Revocazione della donazione per sopravvenienza di figli

Revocazione della donazione per sopravvenienza di figli

La revocazione della donazione per sopravvenienza di figli è subordinata  al presupposto che alla data della donazione il donante non avesse o ignorasse di avere figli o discendenti legittimi, sicché non è possibile revocare la donazione  nel momento in cui, pur essendovi figli alla data dell’atto di liberalità, successivamente  ne nascano altri.

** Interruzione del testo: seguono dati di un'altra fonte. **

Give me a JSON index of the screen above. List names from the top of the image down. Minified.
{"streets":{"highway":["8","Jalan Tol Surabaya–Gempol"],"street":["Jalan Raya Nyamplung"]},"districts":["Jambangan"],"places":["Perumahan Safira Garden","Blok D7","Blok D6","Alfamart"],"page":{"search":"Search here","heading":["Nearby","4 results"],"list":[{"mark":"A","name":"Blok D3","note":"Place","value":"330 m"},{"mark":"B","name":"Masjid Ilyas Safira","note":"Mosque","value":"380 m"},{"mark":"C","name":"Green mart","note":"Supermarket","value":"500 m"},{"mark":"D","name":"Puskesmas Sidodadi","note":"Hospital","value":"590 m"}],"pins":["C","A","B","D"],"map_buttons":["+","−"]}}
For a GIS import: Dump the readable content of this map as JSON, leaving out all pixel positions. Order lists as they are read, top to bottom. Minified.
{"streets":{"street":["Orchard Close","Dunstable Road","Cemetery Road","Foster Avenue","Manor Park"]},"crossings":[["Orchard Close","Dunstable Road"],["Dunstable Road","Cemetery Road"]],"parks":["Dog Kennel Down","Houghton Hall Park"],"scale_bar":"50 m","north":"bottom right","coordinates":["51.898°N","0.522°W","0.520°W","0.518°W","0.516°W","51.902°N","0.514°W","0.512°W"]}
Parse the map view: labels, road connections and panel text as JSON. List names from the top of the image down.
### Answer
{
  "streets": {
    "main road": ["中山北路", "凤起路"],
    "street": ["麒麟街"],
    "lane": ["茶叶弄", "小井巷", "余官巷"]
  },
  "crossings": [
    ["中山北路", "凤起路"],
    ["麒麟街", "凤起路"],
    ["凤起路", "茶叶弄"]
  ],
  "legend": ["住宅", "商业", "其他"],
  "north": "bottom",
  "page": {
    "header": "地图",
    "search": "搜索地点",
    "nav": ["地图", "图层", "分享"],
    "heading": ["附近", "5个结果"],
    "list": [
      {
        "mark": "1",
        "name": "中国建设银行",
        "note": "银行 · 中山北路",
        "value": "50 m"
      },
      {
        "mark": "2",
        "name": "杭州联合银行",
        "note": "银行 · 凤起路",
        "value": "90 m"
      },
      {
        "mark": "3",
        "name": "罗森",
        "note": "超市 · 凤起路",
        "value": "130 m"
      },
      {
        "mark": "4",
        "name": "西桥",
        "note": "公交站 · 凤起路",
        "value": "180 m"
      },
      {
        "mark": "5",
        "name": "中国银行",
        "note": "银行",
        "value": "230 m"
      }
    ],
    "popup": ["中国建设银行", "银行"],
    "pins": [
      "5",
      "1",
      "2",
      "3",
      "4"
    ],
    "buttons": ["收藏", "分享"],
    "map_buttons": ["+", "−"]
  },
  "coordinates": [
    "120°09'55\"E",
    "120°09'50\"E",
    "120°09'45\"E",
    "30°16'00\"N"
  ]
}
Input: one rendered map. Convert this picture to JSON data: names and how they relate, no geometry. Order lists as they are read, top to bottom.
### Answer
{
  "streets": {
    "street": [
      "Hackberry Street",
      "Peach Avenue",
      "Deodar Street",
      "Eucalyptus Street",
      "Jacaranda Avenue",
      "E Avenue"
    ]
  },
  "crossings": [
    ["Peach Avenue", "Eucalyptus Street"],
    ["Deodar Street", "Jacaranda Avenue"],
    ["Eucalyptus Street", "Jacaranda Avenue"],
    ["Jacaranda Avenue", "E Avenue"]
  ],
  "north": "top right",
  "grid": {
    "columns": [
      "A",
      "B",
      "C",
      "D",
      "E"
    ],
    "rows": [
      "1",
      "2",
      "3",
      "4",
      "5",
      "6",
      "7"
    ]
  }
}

L’istituto della revocazione della donazione per sopravvenienza di figli consente a colui che ha effettuato la donazione  la facoltà di pentimento, sempre e  solo a seguito della sopravvenuta nascita di un figlio o della sopravvenuta conoscenza della sua esistenza. Tale facoltà è riconosciuta dal nostro ordinamento  in quanto in capo al genitore donante, con la nascita del figlio, nascono nuovi doveri. Segnatamente doveri  di mantenimento, istruzione ed educazione, il cui adempimento richiede che il genitore disponga di mezzi  necessari per farvi fronte. Per tali ragioni il legislatore accorda al donante la possibilità di valutare se per la sopravvenienza di figli e per l’adempimento dei sopraindicati  doveri sia necessario recuperare le precedenti attribuzioni patrimoniali. E’ di tutta evidenza che l’interesse tutelato,   attraverso l’istituto della revocazione della donazione per sopravvenienza di figli, è quello di permettere al genitore donante di soddisfare i bisogni  fondamentali dei figli.

L’art 803 c.p.c., che prevede la revocazione della donazione per sopravvenienza di figli,  secondo la corte di cassazione trova la sua spiegazione nella complessità della psiche umana. Invero, secondo gli ermellini,   legislatore presume  che il donante, nel momento in cui non abbia avuto ancora figli,  non può aver potuto valutare accuratamente l’interesse alla cura filiale, in quanto  non ha ancora provato il sentimento di amor filiale, che è causa di   dedizione e ragione  di superamento  di ogni altro affetto.  Pertanto l’esistenza di un figlio ovvero di un discendente legittimo alla data dell’attribuzione patrimoniale, esclude l’applicabilità della revocazione per sopravvenienza di figli, in quanto deve ritenersi, in tal caso, che l’atto di liberalità sia stato compiuto da chi già aveva avuto modo di provare l’affetto filiale, e che quindi si è determinato a beneficiare il donatario pur nella consapevolezza degli oneri scaturenti dalla condizione genitoriale.

Questo è quanto emerge dalla sentenza della corte di cassazione n. 5345 del 2 marzo 2017.